Aim of the task>
The lines to output run from the first line of the entries below through the line containing "filter:drop-shadow(0 0 1px"; copy them exactly and leave out pictures.

Records from a data collection:
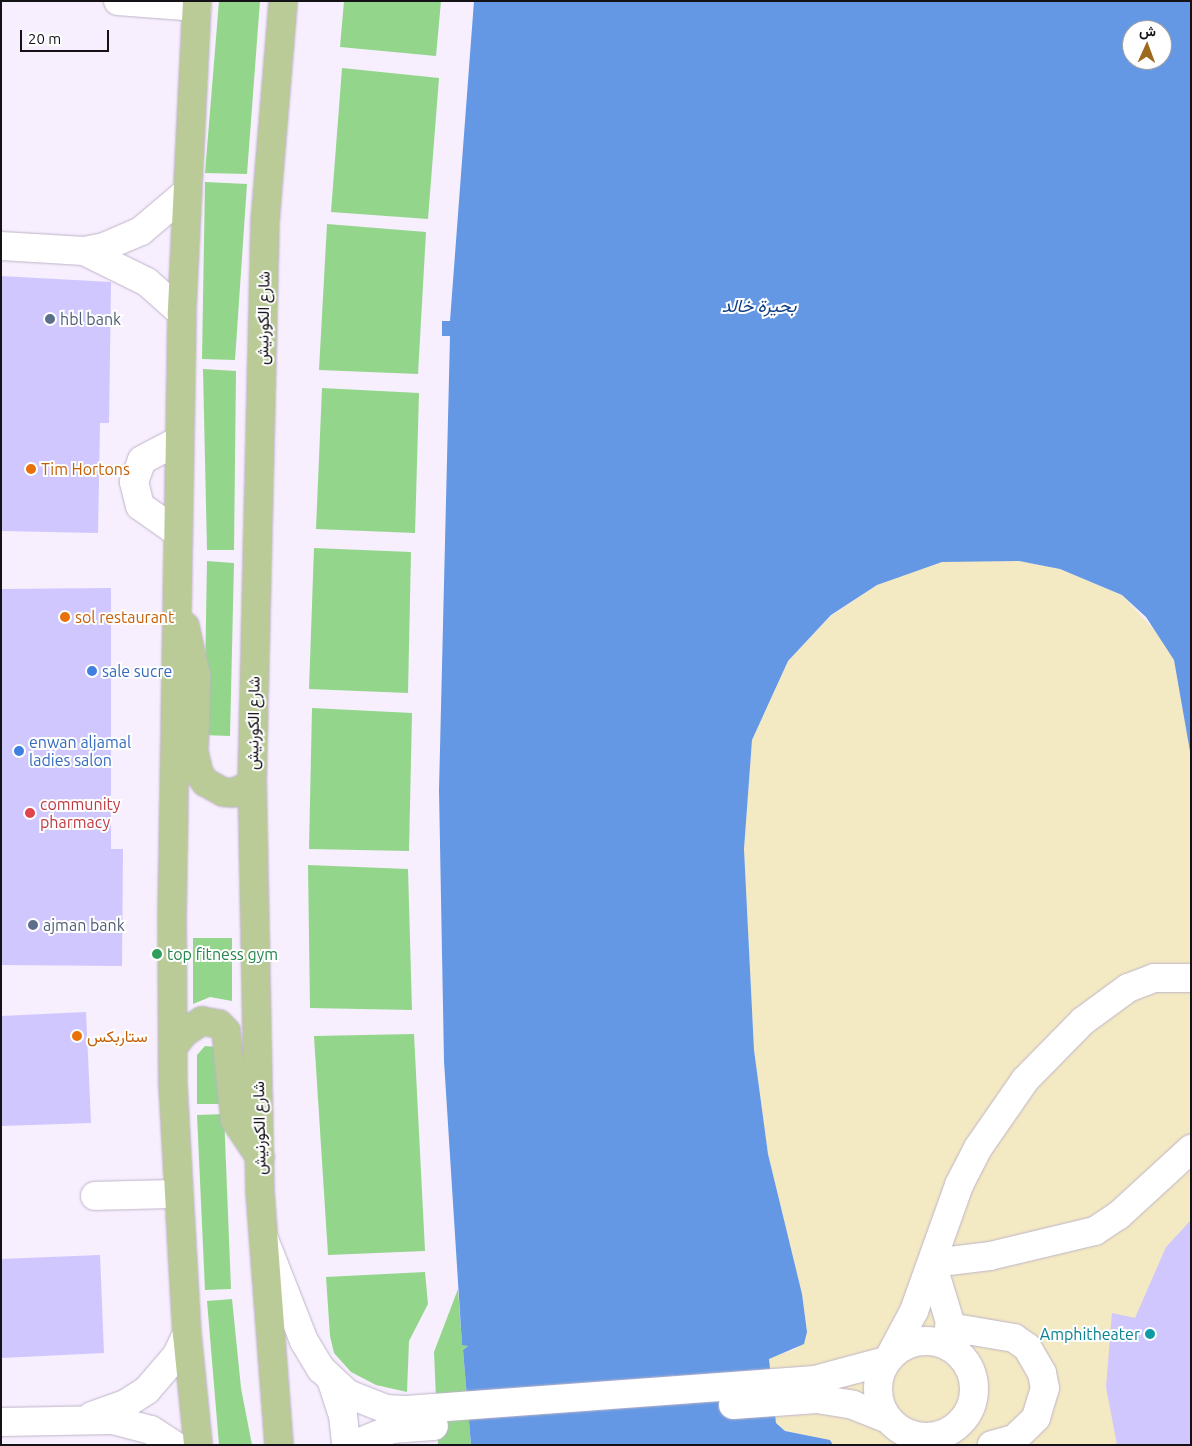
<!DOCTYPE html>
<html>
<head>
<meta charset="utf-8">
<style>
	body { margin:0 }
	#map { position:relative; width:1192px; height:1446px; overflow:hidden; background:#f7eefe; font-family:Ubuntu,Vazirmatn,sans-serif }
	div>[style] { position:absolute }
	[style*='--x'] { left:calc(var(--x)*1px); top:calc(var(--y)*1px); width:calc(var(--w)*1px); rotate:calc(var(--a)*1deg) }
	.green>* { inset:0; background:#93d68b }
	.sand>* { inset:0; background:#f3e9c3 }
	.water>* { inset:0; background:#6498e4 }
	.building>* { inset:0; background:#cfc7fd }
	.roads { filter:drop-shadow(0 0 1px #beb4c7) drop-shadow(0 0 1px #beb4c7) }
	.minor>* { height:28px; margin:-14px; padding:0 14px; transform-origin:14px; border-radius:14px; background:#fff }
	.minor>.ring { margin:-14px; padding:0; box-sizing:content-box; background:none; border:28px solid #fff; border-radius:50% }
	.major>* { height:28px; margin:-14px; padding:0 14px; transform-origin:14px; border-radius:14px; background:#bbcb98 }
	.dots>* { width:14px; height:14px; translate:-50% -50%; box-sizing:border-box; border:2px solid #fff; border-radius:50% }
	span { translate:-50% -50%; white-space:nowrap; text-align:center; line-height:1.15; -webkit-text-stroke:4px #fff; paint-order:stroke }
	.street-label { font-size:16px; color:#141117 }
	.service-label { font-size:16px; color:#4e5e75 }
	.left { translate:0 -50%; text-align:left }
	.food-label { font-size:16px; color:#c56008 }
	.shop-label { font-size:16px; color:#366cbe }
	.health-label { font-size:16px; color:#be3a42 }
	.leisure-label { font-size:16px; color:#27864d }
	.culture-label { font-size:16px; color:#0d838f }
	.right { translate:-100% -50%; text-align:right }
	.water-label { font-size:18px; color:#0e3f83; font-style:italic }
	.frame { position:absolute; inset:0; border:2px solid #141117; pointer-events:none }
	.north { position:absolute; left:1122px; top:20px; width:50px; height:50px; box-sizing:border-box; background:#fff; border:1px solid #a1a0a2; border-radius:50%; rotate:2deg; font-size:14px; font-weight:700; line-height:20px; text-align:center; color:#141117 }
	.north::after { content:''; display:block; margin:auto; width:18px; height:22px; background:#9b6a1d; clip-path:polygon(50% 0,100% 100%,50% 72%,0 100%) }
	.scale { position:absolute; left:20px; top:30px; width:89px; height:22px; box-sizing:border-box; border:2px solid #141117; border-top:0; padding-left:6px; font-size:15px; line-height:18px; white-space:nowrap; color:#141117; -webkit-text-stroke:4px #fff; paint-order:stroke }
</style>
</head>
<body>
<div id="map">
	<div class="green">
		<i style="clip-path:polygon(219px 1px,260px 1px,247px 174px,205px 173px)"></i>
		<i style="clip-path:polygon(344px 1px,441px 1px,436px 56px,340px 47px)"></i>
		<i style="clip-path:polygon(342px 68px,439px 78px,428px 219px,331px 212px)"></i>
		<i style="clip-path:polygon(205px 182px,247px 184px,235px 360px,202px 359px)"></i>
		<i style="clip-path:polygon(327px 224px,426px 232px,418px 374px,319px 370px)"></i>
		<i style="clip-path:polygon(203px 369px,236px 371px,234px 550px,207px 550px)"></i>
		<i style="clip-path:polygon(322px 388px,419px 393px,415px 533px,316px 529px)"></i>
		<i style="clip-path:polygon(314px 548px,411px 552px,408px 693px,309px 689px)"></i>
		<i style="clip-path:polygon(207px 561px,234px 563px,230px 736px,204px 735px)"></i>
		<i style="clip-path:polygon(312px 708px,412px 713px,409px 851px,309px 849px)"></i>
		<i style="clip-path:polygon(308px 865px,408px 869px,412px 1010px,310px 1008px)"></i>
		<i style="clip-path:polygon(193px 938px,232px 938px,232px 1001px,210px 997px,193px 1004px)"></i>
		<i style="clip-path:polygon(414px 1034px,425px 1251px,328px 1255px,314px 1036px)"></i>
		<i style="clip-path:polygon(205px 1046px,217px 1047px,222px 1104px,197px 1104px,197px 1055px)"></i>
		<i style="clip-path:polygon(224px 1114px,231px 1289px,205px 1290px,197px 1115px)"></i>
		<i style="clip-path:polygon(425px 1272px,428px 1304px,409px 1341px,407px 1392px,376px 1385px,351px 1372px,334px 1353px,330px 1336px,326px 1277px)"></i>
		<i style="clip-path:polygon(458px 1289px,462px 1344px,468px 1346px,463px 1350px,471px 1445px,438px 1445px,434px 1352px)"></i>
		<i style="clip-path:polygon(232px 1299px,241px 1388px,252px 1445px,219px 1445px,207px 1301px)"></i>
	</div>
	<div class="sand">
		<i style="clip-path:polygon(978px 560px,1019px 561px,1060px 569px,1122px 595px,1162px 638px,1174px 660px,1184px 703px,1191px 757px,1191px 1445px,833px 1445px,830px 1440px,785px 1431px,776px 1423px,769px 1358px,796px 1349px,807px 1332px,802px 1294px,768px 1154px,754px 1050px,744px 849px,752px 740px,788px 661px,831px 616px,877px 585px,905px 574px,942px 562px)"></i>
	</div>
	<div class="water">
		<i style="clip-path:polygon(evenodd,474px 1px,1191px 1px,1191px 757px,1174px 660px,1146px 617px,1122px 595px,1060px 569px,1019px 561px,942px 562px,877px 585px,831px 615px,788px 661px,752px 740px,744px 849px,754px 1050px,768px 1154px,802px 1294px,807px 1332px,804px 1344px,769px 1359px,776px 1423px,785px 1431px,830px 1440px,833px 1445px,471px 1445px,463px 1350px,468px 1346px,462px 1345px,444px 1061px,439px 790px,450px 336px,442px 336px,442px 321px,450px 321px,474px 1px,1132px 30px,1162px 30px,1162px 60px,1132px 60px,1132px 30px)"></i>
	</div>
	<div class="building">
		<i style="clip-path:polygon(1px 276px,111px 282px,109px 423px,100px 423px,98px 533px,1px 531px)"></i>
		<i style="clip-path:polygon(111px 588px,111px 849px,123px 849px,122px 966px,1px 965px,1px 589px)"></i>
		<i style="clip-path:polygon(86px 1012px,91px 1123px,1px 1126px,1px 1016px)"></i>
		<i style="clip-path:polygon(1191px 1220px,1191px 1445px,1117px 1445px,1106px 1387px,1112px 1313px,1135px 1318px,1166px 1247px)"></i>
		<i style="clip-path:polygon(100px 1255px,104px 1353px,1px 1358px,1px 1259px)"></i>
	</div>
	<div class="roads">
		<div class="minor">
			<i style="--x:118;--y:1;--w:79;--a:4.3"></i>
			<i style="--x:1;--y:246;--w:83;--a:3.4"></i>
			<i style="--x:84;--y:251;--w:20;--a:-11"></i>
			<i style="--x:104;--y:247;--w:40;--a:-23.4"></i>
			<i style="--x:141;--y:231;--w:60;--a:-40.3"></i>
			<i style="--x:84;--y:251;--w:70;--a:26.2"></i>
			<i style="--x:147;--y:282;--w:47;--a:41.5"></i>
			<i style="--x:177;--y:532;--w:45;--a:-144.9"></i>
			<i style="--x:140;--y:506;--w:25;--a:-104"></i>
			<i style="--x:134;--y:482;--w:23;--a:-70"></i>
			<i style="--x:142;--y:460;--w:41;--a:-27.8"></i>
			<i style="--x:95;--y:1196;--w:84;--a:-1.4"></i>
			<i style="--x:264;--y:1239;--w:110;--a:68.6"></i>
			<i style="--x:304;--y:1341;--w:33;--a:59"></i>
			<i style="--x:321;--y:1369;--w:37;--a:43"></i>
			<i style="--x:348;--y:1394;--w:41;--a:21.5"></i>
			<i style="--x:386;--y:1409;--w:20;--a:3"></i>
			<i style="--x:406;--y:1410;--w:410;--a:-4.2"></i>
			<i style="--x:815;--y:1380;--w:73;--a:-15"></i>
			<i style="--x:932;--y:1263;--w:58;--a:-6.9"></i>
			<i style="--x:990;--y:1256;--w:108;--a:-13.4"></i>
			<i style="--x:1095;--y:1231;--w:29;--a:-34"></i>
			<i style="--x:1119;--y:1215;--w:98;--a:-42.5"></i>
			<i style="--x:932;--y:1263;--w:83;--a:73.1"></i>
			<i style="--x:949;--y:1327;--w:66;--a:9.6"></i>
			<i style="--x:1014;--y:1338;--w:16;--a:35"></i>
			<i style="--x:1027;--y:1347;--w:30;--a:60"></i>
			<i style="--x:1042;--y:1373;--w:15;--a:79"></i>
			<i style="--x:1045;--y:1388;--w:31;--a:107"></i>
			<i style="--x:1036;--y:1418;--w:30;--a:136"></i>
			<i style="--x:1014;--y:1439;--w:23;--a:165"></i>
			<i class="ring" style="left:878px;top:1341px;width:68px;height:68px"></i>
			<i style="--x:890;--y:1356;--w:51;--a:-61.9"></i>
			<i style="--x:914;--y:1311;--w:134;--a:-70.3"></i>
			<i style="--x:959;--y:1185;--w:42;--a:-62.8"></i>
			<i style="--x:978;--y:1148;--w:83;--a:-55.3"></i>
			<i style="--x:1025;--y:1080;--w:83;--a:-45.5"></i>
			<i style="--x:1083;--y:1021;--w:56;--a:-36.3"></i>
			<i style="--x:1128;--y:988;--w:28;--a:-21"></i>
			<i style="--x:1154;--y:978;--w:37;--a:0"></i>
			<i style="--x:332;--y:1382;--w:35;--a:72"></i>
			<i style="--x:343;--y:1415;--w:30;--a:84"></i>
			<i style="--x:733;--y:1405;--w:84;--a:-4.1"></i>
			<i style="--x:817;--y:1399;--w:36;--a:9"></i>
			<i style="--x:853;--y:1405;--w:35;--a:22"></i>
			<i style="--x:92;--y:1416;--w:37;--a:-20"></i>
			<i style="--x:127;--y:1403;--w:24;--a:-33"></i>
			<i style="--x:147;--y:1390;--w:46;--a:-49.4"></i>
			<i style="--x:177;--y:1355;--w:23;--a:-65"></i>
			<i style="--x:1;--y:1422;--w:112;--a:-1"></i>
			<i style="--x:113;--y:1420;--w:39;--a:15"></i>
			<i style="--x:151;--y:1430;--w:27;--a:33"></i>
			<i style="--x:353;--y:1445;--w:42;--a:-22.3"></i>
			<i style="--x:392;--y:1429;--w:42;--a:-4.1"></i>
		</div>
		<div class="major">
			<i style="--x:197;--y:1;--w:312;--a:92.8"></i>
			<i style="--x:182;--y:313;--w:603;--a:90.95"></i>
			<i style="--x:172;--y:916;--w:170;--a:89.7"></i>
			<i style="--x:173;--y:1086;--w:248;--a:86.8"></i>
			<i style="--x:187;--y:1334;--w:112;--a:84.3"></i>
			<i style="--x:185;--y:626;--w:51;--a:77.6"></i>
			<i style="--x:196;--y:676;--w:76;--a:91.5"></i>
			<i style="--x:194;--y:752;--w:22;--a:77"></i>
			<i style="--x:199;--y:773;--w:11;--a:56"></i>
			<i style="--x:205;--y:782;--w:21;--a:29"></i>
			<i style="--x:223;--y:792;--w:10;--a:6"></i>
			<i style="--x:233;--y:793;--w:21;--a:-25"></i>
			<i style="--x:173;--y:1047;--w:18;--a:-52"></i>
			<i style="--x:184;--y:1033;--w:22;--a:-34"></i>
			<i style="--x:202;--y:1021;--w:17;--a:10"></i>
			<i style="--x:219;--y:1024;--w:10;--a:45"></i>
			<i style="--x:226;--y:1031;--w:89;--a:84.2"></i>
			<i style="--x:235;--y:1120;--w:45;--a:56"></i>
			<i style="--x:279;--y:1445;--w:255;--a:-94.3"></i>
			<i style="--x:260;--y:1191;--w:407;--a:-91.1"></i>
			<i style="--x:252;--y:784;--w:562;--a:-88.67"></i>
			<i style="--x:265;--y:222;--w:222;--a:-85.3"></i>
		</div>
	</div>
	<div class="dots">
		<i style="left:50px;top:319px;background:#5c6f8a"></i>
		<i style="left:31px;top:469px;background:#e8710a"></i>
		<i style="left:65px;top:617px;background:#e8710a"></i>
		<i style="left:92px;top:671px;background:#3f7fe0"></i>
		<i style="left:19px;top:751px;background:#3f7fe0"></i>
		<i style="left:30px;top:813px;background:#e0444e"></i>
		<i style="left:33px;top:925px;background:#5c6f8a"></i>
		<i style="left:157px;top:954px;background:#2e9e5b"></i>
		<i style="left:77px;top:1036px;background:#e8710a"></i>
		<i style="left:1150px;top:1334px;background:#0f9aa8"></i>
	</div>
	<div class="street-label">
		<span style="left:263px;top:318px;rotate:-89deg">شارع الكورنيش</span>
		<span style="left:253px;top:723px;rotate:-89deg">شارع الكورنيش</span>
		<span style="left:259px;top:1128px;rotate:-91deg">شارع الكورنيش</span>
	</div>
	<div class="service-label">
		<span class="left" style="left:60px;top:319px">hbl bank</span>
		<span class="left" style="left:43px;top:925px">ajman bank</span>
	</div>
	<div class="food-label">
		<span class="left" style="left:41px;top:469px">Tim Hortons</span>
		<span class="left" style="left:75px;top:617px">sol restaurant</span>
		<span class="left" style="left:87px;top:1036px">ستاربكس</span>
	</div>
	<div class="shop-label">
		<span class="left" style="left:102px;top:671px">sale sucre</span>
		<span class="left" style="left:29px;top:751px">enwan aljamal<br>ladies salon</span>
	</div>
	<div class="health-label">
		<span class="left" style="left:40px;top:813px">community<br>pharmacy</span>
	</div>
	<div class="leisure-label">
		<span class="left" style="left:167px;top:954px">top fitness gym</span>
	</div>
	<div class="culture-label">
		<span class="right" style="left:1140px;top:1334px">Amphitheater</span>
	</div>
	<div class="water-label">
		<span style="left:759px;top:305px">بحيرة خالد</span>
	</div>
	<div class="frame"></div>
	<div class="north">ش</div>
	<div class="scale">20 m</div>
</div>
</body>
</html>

Exercise output>
<!DOCTYPE html>
<html>
<head>
<meta charset="utf-8">
<style>
	body { margin:0 }
	#map { position:relative; width:1192px; height:1446px; overflow:hidden; background:#f7eefe; font-family:Ubuntu,Vazirmatn,sans-serif }
	div>[style] { position:absolute }
	[style*='--x'] { left:calc(var(--x)*1px); top:calc(var(--y)*1px); width:calc(var(--w)*1px); rotate:calc(var(--a)*1deg) }
	.green>* { inset:0; background:#93d68b }
	.sand>* { inset:0; background:#f3e9c3 }
	.water>* { inset:0; background:#6498e4 }
	.building>* { inset:0; background:#cfc7fd }
	.roads { filter:drop-shadow(0 0 1px #beb4c7) drop-shadow(0 0 1px #beb4c7) }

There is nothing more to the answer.